__YOUR OBJECTIVE__. Line by line, repeat the material below without any deviation.

__DATA PROVIDED__.
Start of Block
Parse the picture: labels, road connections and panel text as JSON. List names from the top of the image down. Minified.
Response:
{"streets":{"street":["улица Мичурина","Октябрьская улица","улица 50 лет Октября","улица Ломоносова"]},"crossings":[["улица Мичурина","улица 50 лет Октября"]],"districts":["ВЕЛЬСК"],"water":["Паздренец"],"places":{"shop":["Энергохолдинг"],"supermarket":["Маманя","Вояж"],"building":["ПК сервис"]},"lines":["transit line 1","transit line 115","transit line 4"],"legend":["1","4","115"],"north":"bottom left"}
End of Block
__ANSWER TO THIS TASK__.
Parse the picture: labels, road connections and panel text as JSON. List names from the top of the image down. Minified.
Response:
{"streets":{"street":["улица Мичурина","Октябрьская улица","улица 50 лет Октября","улица Ломоносова"]},"crossings":[["улица Мичурина","улица 50 лет Октября"]],"districts":["ВЕЛЬСК"],"water":["Паздренец"],"places":{"shop":["Энергохолдинг"],"supermarket":["Маманя","Вояж"],"building":["ПК сервис"]},"lines":["transit line 1","transit line 115","transit line 4"],"legend":["1","4","115"],"north":"bottom left"}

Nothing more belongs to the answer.